WORK REQUEST: Reproduce, please, only the lines from the first line below to the line containing "M 776,848 L 843,785", inclusive.

PROVIDED RECORDS:
>>>>
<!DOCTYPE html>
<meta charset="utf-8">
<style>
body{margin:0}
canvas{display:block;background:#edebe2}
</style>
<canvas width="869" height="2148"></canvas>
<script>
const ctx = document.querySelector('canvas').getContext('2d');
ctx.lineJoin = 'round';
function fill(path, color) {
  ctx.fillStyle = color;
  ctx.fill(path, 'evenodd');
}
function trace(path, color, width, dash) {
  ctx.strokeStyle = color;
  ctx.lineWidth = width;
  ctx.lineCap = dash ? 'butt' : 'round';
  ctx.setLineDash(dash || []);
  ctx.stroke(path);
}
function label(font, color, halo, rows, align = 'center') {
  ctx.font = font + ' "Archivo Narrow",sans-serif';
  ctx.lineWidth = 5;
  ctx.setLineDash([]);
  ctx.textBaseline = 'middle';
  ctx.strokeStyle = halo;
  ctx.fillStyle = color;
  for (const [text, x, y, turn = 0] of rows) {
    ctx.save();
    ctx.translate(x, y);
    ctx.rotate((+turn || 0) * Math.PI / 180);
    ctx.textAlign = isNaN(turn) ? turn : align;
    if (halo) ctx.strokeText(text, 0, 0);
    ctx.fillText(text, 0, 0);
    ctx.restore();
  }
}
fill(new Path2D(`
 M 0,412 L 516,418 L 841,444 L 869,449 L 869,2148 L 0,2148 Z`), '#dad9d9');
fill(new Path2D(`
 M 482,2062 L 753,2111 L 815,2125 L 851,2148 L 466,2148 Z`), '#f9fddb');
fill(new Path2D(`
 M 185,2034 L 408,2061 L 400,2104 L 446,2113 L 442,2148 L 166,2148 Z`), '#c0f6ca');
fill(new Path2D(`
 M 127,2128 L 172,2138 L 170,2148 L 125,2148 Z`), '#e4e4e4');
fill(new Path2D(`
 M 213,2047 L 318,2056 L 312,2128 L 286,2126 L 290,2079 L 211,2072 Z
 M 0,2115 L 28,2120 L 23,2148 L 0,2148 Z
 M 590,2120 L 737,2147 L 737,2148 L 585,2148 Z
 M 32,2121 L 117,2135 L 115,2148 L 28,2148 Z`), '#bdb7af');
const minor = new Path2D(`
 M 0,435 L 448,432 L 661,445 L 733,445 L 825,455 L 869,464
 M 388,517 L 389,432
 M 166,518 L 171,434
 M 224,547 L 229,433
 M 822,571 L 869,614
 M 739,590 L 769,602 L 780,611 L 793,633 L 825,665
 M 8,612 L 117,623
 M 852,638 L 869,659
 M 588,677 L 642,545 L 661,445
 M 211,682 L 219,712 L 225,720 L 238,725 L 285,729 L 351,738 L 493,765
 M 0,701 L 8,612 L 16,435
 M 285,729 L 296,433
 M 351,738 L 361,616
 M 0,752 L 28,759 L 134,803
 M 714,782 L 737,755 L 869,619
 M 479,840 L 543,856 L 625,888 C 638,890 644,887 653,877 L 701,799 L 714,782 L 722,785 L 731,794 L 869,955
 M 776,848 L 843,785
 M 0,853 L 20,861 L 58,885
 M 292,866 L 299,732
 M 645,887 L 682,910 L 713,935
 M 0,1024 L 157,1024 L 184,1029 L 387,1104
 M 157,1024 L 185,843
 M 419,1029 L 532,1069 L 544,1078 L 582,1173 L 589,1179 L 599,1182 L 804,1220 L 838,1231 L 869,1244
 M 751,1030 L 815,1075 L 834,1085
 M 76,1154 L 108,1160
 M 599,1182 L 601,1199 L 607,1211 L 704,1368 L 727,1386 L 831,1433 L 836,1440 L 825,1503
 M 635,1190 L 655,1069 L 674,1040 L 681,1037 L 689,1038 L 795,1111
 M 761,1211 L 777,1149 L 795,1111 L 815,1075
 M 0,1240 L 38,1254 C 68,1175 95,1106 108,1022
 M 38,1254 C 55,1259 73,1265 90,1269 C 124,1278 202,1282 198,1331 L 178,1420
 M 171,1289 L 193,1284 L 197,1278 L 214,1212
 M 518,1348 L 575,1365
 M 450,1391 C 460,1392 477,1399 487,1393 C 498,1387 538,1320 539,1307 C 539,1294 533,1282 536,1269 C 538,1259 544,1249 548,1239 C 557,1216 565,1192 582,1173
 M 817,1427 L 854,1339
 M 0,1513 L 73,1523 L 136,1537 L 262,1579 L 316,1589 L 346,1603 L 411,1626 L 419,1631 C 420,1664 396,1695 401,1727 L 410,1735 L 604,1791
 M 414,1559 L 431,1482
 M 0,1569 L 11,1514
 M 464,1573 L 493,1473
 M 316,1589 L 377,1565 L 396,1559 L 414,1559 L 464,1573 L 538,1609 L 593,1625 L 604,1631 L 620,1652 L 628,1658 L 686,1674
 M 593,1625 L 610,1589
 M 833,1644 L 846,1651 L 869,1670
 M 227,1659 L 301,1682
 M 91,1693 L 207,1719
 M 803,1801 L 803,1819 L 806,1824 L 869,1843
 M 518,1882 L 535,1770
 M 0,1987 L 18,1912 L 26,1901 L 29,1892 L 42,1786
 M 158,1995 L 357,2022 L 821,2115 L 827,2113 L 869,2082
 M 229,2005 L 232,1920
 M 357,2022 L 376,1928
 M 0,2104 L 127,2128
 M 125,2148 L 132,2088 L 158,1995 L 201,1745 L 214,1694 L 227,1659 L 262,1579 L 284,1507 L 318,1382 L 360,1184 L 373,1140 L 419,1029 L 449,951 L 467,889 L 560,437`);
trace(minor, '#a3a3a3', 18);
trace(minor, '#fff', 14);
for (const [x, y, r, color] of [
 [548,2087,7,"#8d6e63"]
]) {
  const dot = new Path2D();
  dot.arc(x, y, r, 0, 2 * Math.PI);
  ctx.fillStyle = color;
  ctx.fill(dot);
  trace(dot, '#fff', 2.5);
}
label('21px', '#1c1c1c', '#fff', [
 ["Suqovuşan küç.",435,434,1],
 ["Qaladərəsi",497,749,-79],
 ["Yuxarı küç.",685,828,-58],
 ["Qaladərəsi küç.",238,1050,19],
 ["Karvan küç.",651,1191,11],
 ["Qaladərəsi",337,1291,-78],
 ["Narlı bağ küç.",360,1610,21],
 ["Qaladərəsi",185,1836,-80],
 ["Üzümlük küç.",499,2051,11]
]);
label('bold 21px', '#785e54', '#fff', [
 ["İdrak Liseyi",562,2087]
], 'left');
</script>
<<<<
RESULT FOR THIS TASK:
<!DOCTYPE html>
<meta charset="utf-8">
<style>
body{margin:0}
canvas{display:block;background:#edebe2}
</style>
<canvas width="869" height="2148"></canvas>
<script>
const ctx = document.querySelector('canvas').getContext('2d');
ctx.lineJoin = 'round';
function fill(path, color) {
  ctx.fillStyle = color;
  ctx.fill(path, 'evenodd');
}
function trace(path, color, width, dash) {
  ctx.strokeStyle = color;
  ctx.lineWidth = width;
  ctx.lineCap = dash ? 'butt' : 'round';
  ctx.setLineDash(dash || []);
  ctx.stroke(path);
}
function label(font, color, halo, rows, align = 'center') {
  ctx.font = font + ' "Archivo Narrow",sans-serif';
  ctx.lineWidth = 5;
  ctx.setLineDash([]);
  ctx.textBaseline = 'middle';
  ctx.strokeStyle = halo;
  ctx.fillStyle = color;
  for (const [text, x, y, turn = 0] of rows) {
    ctx.save();
    ctx.translate(x, y);
    ctx.rotate((+turn || 0) * Math.PI / 180);
    ctx.textAlign = isNaN(turn) ? turn : align;
    if (halo) ctx.strokeText(text, 0, 0);
    ctx.fillText(text, 0, 0);
    ctx.restore();
  }
}
fill(new Path2D(`
 M 0,412 L 516,418 L 841,444 L 869,449 L 869,2148 L 0,2148 Z`), '#dad9d9');
fill(new Path2D(`
 M 482,2062 L 753,2111 L 815,2125 L 851,2148 L 466,2148 Z`), '#f9fddb');
fill(new Path2D(`
 M 185,2034 L 408,2061 L 400,2104 L 446,2113 L 442,2148 L 166,2148 Z`), '#c0f6ca');
fill(new Path2D(`
 M 127,2128 L 172,2138 L 170,2148 L 125,2148 Z`), '#e4e4e4');
fill(new Path2D(`
 M 213,2047 L 318,2056 L 312,2128 L 286,2126 L 290,2079 L 211,2072 Z
 M 0,2115 L 28,2120 L 23,2148 L 0,2148 Z
 M 590,2120 L 737,2147 L 737,2148 L 585,2148 Z
 M 32,2121 L 117,2135 L 115,2148 L 28,2148 Z`), '#bdb7af');
const minor = new Path2D(`
 M 0,435 L 448,432 L 661,445 L 733,445 L 825,455 L 869,464
 M 388,517 L 389,432
 M 166,518 L 171,434
 M 224,547 L 229,433
 M 822,571 L 869,614
 M 739,590 L 769,602 L 780,611 L 793,633 L 825,665
 M 8,612 L 117,623
 M 852,638 L 869,659
 M 588,677 L 642,545 L 661,445
 M 211,682 L 219,712 L 225,720 L 238,725 L 285,729 L 351,738 L 493,765
 M 0,701 L 8,612 L 16,435
 M 285,729 L 296,433
 M 351,738 L 361,616
 M 0,752 L 28,759 L 134,803
 M 714,782 L 737,755 L 869,619
 M 479,840 L 543,856 L 625,888 C 638,890 644,887 653,877 L 701,799 L 714,782 L 722,785 L 731,794 L 869,955
 M 776,848 L 843,785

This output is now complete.